_SOURCE INFORMATION:_
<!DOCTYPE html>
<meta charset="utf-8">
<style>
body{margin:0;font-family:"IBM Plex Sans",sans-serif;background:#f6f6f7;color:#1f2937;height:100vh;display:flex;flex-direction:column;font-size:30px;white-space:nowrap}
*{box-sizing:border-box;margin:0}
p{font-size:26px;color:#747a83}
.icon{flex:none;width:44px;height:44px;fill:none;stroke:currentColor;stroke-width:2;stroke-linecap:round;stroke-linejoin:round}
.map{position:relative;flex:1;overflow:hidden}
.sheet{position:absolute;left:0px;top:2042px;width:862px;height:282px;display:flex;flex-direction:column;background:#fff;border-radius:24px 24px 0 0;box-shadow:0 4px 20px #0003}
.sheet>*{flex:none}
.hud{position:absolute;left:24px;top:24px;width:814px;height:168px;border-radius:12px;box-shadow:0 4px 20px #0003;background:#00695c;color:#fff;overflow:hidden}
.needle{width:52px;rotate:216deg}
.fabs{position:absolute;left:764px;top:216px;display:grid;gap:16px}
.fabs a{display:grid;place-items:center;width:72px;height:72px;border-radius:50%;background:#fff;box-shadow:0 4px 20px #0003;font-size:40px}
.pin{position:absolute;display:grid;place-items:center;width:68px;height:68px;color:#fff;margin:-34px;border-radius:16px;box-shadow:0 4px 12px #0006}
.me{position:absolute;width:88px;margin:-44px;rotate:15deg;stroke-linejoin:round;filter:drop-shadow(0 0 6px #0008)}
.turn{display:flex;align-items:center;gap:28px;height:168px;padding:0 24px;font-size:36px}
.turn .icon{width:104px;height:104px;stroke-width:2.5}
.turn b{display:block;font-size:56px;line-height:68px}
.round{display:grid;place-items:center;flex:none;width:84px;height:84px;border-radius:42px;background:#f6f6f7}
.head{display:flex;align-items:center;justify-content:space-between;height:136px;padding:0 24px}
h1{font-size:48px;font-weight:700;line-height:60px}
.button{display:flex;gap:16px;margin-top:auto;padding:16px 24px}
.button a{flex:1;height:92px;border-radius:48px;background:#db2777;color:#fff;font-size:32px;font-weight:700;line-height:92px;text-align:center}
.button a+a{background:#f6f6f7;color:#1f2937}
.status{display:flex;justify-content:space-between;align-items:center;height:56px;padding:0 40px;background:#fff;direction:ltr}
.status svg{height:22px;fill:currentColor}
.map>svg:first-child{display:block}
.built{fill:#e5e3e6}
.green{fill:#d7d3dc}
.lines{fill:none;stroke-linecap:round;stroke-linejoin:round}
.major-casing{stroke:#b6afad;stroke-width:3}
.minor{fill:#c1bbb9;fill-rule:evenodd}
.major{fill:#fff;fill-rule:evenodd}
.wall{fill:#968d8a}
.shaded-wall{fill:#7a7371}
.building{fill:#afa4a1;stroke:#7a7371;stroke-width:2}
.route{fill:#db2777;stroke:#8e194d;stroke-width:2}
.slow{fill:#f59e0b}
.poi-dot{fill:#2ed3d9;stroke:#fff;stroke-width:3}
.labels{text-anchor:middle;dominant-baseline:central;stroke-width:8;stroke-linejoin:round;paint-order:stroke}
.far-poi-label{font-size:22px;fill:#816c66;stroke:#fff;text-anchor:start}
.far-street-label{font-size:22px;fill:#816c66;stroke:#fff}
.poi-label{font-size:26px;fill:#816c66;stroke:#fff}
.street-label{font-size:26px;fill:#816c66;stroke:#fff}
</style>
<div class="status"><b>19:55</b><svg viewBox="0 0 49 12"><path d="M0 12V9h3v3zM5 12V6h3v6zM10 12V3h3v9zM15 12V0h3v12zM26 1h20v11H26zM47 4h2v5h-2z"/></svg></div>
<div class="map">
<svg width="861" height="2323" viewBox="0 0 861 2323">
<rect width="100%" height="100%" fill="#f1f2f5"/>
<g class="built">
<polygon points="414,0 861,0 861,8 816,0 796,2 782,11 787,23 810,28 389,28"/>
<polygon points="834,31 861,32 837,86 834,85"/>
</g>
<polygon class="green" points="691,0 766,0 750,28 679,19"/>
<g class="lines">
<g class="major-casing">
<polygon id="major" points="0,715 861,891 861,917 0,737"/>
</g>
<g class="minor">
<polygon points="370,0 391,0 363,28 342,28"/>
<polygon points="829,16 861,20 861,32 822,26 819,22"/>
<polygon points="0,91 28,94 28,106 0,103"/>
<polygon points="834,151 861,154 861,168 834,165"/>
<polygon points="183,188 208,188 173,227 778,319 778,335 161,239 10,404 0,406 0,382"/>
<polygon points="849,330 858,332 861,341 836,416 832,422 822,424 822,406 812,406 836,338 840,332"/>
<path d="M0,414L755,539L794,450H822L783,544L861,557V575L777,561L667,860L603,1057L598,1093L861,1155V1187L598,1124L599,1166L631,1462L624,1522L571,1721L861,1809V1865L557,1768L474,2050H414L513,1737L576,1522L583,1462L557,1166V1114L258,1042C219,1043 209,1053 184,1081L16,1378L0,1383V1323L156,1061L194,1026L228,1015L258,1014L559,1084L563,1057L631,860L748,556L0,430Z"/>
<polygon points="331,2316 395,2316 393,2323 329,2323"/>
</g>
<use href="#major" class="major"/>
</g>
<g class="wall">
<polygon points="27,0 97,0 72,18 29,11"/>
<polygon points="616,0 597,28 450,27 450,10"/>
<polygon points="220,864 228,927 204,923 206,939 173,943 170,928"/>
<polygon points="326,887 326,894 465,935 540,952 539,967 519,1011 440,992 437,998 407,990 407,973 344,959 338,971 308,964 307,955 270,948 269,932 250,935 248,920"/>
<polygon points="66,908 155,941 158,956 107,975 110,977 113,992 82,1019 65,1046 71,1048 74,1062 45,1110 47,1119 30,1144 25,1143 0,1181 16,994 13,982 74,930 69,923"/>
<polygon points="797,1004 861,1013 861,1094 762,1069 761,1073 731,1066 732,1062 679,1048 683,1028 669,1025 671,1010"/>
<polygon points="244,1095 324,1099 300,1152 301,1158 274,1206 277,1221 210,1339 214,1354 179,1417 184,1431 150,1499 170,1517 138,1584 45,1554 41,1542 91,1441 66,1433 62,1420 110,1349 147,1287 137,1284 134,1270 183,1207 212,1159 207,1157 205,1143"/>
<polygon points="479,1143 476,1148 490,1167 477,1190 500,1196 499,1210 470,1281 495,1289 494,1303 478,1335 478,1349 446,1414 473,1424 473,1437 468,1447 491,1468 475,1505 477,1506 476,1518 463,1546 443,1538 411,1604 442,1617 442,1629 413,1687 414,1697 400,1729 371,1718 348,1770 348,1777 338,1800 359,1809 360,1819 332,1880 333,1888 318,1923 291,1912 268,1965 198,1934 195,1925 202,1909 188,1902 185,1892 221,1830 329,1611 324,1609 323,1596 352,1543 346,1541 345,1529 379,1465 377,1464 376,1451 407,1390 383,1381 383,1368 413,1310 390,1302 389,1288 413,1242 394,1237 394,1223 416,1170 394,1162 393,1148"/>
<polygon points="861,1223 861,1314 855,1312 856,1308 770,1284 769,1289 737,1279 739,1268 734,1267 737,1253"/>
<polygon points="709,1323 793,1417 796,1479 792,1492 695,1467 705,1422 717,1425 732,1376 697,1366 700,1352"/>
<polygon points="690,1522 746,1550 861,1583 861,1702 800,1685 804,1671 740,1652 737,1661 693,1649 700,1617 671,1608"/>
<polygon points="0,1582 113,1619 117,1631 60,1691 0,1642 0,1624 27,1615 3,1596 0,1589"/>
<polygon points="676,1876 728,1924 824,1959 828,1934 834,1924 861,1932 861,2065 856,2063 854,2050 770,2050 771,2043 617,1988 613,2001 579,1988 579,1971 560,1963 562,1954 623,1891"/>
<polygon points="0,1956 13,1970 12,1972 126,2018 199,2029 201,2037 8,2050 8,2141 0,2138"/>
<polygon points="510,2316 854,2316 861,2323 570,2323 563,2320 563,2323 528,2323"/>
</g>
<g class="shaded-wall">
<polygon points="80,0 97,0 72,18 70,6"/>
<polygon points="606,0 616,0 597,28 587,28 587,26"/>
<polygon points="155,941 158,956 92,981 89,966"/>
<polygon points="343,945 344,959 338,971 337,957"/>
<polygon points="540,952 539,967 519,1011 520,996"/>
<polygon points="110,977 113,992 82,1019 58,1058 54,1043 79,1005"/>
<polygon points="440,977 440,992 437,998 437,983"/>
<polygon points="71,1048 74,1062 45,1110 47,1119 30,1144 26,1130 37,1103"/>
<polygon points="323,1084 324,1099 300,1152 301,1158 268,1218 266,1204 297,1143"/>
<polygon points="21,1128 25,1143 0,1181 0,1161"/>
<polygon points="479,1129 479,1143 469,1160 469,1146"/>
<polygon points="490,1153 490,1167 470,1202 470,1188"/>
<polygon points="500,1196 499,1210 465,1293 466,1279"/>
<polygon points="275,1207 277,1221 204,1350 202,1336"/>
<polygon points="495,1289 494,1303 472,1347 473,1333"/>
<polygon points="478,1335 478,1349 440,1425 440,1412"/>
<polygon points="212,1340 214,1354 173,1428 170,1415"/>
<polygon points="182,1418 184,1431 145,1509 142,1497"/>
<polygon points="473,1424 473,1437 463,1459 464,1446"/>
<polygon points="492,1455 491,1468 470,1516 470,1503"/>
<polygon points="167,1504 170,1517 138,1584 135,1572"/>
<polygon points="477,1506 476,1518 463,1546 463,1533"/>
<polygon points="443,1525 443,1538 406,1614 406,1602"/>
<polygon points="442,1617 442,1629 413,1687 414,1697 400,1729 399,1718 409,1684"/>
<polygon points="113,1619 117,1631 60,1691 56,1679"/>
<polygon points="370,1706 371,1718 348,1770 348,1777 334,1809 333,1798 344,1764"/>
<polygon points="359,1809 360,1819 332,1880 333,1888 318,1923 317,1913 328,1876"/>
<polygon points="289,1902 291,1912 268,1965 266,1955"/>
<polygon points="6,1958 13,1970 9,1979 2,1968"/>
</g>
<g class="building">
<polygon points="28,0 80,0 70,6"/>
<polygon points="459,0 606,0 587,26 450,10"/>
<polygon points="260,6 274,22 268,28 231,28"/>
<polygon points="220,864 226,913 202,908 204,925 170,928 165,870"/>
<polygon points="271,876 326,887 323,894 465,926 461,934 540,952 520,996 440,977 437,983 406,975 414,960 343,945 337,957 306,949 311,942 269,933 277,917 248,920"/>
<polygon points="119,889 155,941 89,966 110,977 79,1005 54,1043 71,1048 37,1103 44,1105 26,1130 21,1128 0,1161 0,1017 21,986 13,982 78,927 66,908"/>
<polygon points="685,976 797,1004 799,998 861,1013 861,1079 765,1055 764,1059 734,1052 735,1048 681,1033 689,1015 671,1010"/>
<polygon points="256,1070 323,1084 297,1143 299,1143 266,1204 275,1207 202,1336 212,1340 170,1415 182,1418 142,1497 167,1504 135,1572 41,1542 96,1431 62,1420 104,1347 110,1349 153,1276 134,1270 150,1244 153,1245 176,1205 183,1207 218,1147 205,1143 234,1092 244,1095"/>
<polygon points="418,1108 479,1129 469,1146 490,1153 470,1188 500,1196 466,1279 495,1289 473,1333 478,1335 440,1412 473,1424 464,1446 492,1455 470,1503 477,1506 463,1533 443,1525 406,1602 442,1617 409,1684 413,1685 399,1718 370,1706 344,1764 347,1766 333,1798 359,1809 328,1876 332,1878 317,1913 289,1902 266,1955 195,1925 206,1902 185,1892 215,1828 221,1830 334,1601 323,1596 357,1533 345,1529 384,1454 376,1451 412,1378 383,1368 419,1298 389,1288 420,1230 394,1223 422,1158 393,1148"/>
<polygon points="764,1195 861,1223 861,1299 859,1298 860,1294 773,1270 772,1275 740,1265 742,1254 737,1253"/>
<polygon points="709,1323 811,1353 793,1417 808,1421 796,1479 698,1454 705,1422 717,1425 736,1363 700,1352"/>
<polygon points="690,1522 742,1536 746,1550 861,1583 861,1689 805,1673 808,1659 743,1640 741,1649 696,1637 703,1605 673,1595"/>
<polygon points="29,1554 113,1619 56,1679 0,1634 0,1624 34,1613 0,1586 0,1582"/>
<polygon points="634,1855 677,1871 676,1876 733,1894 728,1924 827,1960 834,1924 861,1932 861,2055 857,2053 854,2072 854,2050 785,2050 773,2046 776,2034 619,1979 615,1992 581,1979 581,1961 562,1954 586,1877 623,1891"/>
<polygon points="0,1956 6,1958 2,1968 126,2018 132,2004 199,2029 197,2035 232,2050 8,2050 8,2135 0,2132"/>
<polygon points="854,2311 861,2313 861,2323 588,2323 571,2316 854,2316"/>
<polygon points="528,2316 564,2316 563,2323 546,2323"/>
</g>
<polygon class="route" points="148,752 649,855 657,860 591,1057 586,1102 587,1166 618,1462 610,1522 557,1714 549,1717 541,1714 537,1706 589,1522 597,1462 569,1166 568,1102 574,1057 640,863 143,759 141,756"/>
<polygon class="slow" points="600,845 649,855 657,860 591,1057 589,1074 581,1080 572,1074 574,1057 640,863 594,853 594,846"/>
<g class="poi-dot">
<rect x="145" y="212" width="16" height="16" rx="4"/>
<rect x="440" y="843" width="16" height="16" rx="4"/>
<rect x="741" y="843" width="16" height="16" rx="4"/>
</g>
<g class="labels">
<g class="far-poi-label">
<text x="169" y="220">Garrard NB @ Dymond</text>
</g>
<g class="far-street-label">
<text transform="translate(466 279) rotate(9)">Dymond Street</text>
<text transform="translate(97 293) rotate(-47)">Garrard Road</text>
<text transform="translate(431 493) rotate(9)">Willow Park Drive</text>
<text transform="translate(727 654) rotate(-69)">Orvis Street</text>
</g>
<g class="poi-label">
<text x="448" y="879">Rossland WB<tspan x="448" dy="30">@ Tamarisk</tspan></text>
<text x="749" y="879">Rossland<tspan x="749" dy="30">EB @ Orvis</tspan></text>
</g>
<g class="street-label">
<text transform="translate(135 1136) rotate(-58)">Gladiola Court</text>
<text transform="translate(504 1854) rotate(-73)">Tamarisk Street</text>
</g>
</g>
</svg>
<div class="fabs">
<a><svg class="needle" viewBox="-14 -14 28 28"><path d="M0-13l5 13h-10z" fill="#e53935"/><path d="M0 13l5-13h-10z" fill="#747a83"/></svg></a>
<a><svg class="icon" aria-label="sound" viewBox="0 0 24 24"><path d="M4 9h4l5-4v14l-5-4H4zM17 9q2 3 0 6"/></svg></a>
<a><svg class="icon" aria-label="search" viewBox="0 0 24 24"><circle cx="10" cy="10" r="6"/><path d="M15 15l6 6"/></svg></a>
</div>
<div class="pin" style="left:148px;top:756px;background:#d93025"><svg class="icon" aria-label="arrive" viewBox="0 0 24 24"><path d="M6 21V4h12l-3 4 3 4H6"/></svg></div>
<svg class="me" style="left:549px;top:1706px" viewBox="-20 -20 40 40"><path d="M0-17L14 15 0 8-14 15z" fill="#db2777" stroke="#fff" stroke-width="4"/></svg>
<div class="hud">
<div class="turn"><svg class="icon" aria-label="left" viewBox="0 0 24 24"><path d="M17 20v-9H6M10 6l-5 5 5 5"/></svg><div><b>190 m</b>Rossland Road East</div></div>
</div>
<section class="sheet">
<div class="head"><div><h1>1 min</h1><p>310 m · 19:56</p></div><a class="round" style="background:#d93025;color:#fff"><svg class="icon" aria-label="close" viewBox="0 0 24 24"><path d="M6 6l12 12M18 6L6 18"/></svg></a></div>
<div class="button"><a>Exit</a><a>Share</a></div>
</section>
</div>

_TASK GOAL:_ Search the lines above for the string "absolute", then show every one that has it.

_ANSWER FOR THE TASK:_
.sheet{position:absolute;left:0px;top:2042px;width:862px;height:282px;display:flex;flex-direction:column;background:#fff;border-radius:24px 24px 0 0;box-shadow:0 4px 20px #0003}
.hud{position:absolute;left:24px;top:24px;width:814px;height:168px;border-radius:12px;box-shadow:0 4px 20px #0003;background:#00695c;color:#fff;overflow:hidden}
.fabs{position:absolute;left:764px;top:216px;display:grid;gap:16px}
.pin{position:absolute;display:grid;place-items:center;width:68px;height:68px;color:#fff;margin:-34px;border-radius:16px;box-shadow:0 4px 12px #0006}
.me{position:absolute;width:88px;margin:-44px;rotate:15deg;stroke-linejoin:round;filter:drop-shadow(0 0 6px #0008)}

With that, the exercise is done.